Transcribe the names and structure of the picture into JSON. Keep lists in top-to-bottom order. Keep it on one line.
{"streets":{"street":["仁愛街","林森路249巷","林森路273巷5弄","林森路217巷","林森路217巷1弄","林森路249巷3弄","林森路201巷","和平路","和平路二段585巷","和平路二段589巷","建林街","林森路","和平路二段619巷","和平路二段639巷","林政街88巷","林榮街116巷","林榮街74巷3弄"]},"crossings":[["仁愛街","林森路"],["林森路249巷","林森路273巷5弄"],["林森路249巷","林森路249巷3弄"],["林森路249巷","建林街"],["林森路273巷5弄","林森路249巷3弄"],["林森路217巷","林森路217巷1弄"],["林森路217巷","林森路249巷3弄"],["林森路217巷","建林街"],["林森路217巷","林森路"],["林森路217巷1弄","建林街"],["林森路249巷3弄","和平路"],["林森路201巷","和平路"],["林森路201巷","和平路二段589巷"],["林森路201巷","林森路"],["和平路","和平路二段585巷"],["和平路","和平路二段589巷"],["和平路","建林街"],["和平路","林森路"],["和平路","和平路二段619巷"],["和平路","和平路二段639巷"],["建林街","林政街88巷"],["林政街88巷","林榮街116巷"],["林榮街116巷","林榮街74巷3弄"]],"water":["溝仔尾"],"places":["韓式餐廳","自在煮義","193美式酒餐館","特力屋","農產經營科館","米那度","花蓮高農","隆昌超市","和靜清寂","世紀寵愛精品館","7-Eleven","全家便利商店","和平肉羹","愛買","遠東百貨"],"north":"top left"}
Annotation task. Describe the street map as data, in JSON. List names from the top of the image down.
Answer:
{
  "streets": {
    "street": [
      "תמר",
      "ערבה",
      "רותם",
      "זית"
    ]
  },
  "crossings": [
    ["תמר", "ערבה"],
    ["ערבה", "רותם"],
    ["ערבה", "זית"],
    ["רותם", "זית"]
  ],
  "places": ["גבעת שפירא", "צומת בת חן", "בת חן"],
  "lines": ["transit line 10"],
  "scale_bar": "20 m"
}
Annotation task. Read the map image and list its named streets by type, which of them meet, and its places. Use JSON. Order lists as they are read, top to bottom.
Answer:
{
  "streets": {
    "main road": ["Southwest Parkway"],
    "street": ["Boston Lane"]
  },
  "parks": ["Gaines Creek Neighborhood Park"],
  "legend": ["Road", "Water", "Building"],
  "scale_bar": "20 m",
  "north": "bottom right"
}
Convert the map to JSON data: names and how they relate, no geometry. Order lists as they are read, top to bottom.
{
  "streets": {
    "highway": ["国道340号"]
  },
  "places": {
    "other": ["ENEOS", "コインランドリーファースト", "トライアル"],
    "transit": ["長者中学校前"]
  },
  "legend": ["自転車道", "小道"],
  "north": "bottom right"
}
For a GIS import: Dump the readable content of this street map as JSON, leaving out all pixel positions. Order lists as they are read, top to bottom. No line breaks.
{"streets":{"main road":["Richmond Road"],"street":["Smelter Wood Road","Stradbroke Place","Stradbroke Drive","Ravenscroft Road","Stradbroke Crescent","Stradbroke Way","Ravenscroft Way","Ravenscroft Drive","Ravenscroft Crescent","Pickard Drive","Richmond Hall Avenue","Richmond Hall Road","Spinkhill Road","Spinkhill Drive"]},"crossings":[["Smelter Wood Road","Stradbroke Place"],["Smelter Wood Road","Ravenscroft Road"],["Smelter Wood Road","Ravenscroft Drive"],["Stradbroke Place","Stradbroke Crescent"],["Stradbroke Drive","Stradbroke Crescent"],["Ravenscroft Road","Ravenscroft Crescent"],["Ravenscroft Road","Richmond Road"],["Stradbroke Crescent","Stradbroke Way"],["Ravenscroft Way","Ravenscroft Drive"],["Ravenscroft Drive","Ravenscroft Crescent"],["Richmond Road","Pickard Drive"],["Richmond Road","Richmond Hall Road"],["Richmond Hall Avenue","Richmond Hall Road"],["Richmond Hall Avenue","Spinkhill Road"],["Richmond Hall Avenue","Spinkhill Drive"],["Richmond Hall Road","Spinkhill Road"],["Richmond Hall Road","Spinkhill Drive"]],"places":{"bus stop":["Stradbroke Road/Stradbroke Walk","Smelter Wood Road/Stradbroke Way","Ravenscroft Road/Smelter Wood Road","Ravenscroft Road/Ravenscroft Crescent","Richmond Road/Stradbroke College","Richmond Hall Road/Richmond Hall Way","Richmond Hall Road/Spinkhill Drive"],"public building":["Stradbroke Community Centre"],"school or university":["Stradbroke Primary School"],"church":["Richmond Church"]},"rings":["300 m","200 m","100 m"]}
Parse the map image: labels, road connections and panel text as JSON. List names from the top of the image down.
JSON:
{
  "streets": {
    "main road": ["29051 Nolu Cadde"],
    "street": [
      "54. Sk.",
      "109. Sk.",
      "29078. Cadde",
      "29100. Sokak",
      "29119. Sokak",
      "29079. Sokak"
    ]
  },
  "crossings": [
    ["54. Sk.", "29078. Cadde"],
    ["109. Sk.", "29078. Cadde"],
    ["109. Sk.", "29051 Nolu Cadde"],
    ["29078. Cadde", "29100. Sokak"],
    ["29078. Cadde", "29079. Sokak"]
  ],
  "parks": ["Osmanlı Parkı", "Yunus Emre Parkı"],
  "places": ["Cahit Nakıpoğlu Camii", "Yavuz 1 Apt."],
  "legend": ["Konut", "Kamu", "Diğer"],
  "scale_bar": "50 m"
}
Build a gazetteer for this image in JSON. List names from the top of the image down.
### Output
============================================================
> [Problem description]:
Scan the data above and copy each line containing the word "from".

> [Response to this exercise]:
Annotation task. Describe the street map as data, in JSON. List names from the top of the image down.
Parse the map image: labels, road connections and panel text as JSON. List names from the top of the image down.
Build a gazetteer for this image in JSON. List names from the top of the image down.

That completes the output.